These problems aren't going away. Rising world population and demand for seafood are putting ever more pressure on the oceans, said Geoffrey Shester, senior science manager of the Monterey Bay Aquarium's Sustainable Seafood Initiative.
"People want to eat salmon year-round," he noted. "It's created demands for luxury products that need to be met."
What's a concerned shopper to do? Here's a look at four steps toward healthier oceans:
While shopping at the seafood department or reading a menu, consult these resources: "Seafood Watch," the Monterey Bay Aquarium's lists of responsibly harvested and farmed seafood and sushi, or the Blue Ocean Institute's "Guide to Ocean Friendly Seafood." Also look for the blue label from the Marine Stewardship Council, a leading certification program for sustainable seafood.
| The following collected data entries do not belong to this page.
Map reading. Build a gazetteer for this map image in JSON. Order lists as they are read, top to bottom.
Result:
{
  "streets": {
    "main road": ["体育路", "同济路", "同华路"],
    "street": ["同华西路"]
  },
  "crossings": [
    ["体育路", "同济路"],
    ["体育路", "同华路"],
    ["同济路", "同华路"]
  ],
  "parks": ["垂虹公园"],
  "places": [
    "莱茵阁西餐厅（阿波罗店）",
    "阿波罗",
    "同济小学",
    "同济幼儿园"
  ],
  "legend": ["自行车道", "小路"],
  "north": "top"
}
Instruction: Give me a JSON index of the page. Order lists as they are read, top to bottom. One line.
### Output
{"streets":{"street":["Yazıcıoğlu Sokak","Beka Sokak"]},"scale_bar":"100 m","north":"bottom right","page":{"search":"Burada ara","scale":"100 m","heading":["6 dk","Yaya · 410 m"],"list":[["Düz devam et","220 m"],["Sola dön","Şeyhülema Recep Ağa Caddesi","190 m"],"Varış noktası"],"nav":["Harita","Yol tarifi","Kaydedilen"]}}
The organizations' Web sites - seafoodwatch.org, msc.org and blueocean.org - offer more information about fisheries and farms that maintain proper seafood stocks and don't degrade the environment.
When shopping in markets or ordering off a menu, ask seafood buyers several questions: Where did this seafood come from? How was it caught? Or was it farmed? And if it's not in stock, can it be ordered?
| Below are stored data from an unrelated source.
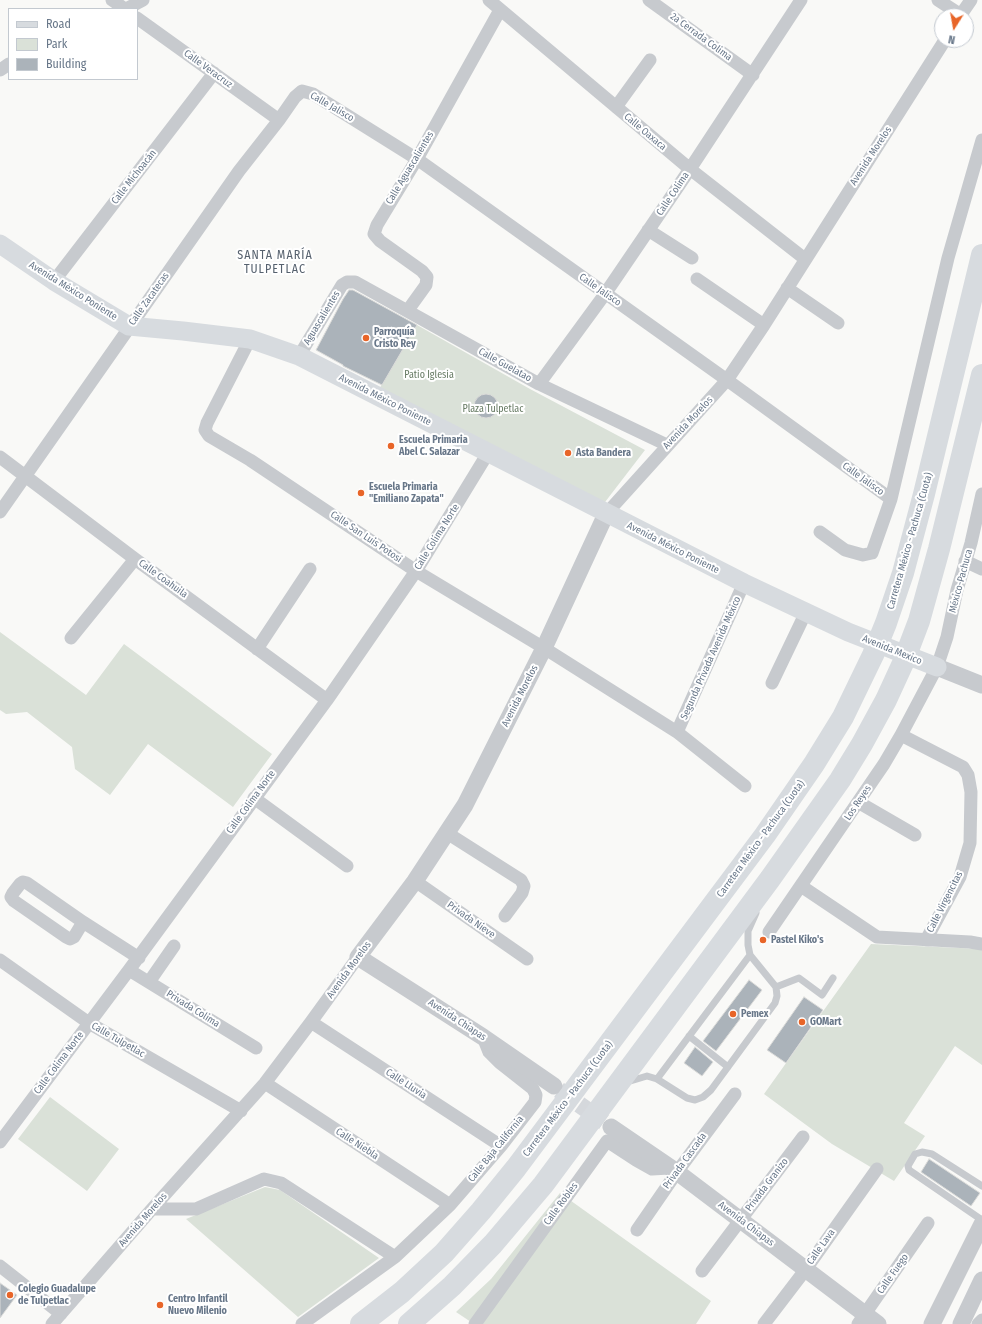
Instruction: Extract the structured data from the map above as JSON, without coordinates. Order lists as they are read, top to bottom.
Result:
{
  "streets": {
    "highway": ["Carretera México - Pachuca (Cuota)"],
    "main road": ["Avenida México Poniente", "Avenida Mexico"],
    "street": [
      "2a Cerrada Colima",
      "Calle Veracruz",
      "Calle Jalisco",
      "Calle Oaxaca",
      "Avenida Morelos",
      "Calle Aguascalientes",
      "Calle Michoacán",
      "Calle Colima",
      "Calle Zacatecas",
      "Aguascalientes",
      "Calle Guelatao",
      "Calle San Luis Potosí",
      "Calle Colima Norte",
      "Calle Coahuila",
      "México-Pachuca",
      "Segunda Privada Avenida México",
      "Los Reyes",
      "Calle Virgencitas",
      "Privada Nieve",
      "Privada Colima",
      "Avenida Chiapas",
      "Calle Tulpetlac",
      "Calle Lluvia",
      "Calle Niebla",
      "Calle Baja California",
      "Privada Cascada",
      "Privada Granizo",
      "Calle Robles",
      "Calle Lava",
      "Calle Fuego"
    ]
  },
  "crossings": [
    ["2a Cerrada Colima", "Calle Colima"],
    ["Calle Veracruz", "Calle Michoacán"],
    ["Calle Veracruz", "Calle Zacatecas"],
    ["Calle Jalisco", "Avenida Morelos"],
    ["Calle Jalisco", "Calle Aguascalientes"],
    ["Calle Jalisco", "Calle Colima"],
    ["Calle Jalisco", "Calle Zacatecas"],
    ["Calle Oaxaca", "Avenida Morelos"],
    ["Calle Oaxaca", "Calle Aguascalientes"],
    ["Calle Oaxaca", "Calle Colima"],
    ["Avenida Morelos", "Avenida México Poniente"],
    ["Avenida Morelos", "Calle Guelatao"],
    ["Avenida Morelos", "Calle San Luis Potosí"],
    ["Avenida Morelos", "Privada Nieve"],
    ["Avenida Morelos", "Avenida Chiapas"],
    ["Avenida Morelos", "Calle Tulpetlac"],
    ["Avenida Morelos", "Calle Lluvia"],
    ["Avenida Morelos", "Calle Niebla"],
    ["Calle Aguascalientes", "Calle Guelatao"],
    ["Calle Michoacán", "Avenida México Poniente"],
    ["Calle Colima", "Calle Guelatao"],
    ["Avenida México Poniente", "Calle Zacatecas"],
    ["Avenida México Poniente", "Aguascalientes"],
    ["Avenida México Poniente", "Calle San Luis Potosí"],
    ["Avenida México Poniente", "Calle Colima Norte"],
    ["Avenida México Poniente", "Avenida Mexico"],
    ["Avenida México Poniente", "Segunda Privada Avenida México"],
    ["Calle Zacatecas", "Calle Coahuila"],
    ["Aguascalientes", "Calle Guelatao"],
    ["Calle San Luis Potosí", "Calle Colima Norte"],
    ["Calle San Luis Potosí", "Segunda Privada Avenida México"],
    ["Calle Colima Norte", "Calle Coahuila"],
    ["Calle Colima Norte", "Privada Colima"],
    ["Calle Colima Norte", "Calle Tulpetlac"],
    ["México-Pachuca", "Avenida Mexico"],
    ["México-Pachuca", "Los Reyes"],
    ["Avenida Mexico", "Los Reyes"],
    ["Los Reyes", "Calle Virgencitas"],
    ["Avenida Chiapas", "Calle Baja California"],
    ["Avenida Chiapas", "Privada Cascada"],
    ["Avenida Chiapas", "Privada Granizo"],
    ["Avenida Chiapas", "Calle Robles"],
    ["Avenida Chiapas", "Calle Lava"],
    ["Avenida Chiapas", "Calle Fuego"],
    ["Calle Lluvia", "Calle Baja California"],
    ["Calle Niebla", "Calle Baja California"],
    ["Privada Cascada", "Calle Robles"]
  ],
  "districts": ["SANTA MARÍA TULPETLAC"],
  "parks": ["Patio Iglesia", "Plaza Tulpetlac"],
  "places": [
    "Parroquía Cristo Rey",
    "Escuela Primaria Abel C. Salazar",
    "Asta Bandera",
    "Escuela Primaria \"Emiliano Zapata\"",
    "Pastel Kiko's",
    "Pemex",
    "GOMart",
    "Colegio Guadalupe de Tulpetlac",
    "Centro Infantil Nuevo Milenio"
  ],
  "legend": ["Road", "Park", "Building"],
  "north": "bottom"
}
Shester and others say customer requests help broaden the market for sustainable seafood. In 2001, 20 percent of chain restaurants, retailers and wholesalers dropped seafood products because of environmental considerations, according to the Seafood Choices Alliance program. By 2007, that figure grew to 37 percent.
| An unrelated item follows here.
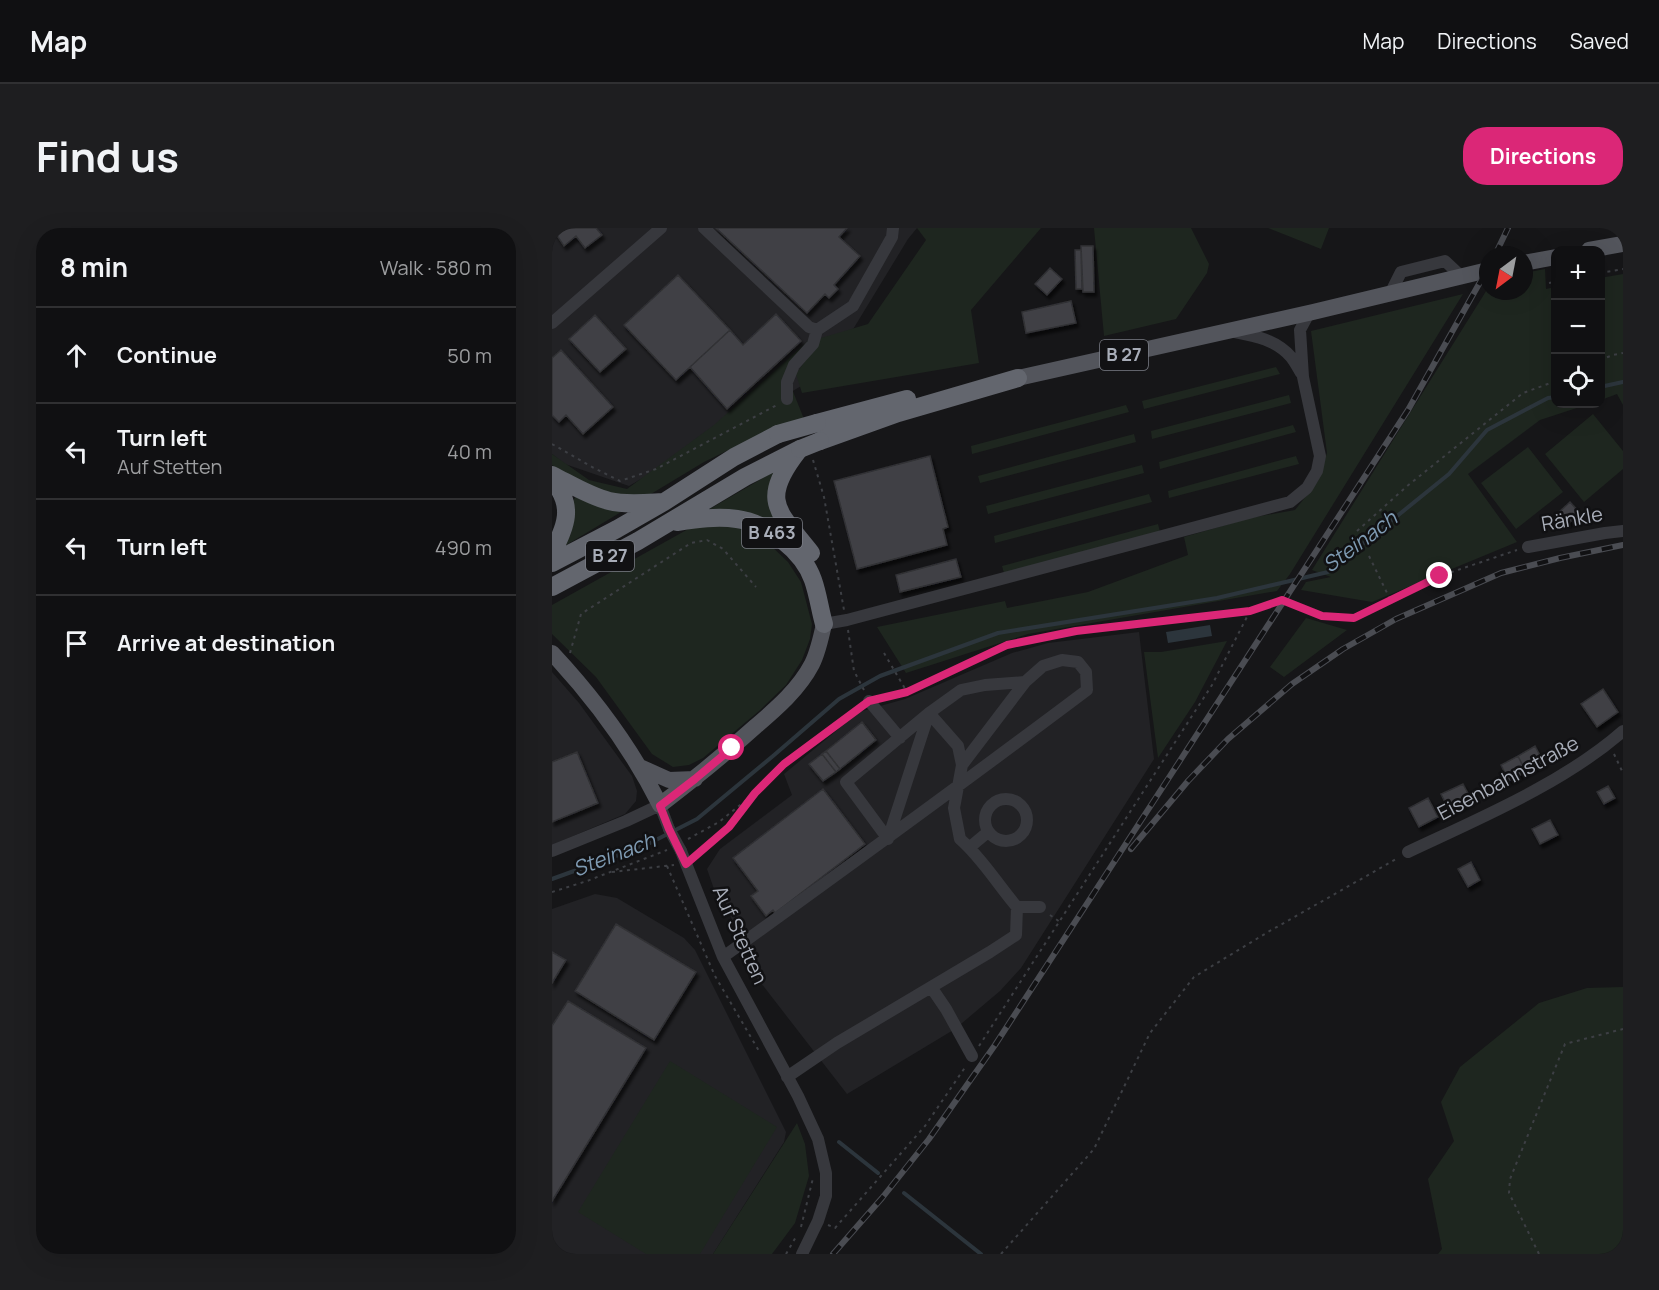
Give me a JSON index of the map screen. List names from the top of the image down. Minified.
{"streets":{"highway":["B 27","B 463"],"main road":["Auf Stetten"],"street":["Ränkle","Eisenbahnstraße"]},"crossings":[["B 27","B 463"],["B 463","Auf Stetten"]],"water":["Steinach"],"north":"bottom left","page":{"header":"Map","nav":["Map","Directions","Saved"],"title":"Find us","buttons":"Directions","heading":["8 min","Walk · 580 m"],"map_buttons":["+","−"],"list":[["Continue","50 m"],["Turn left","Auf Stetten","40 m"],["Turn left","490 m"],"Arrive at destination"]}}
Besides checking the lists and asking lots of questions, try something new. The Cooking for Solutions events at the Monterey Bay Aquarium gave a taste of what's possible, from dill-cured Pacific halibut with sweet mustard sauce and black bread to American barramundi with squash emulsion and asparagus.
These dishes are a far cry from salmon teriyaki, tuna sandwiches and popcorn shrimp. "We've become so narrow, and the result of that is this intensive pressure on these stocks," Shester said.
One debate that's still playing out is the future of aquaculture.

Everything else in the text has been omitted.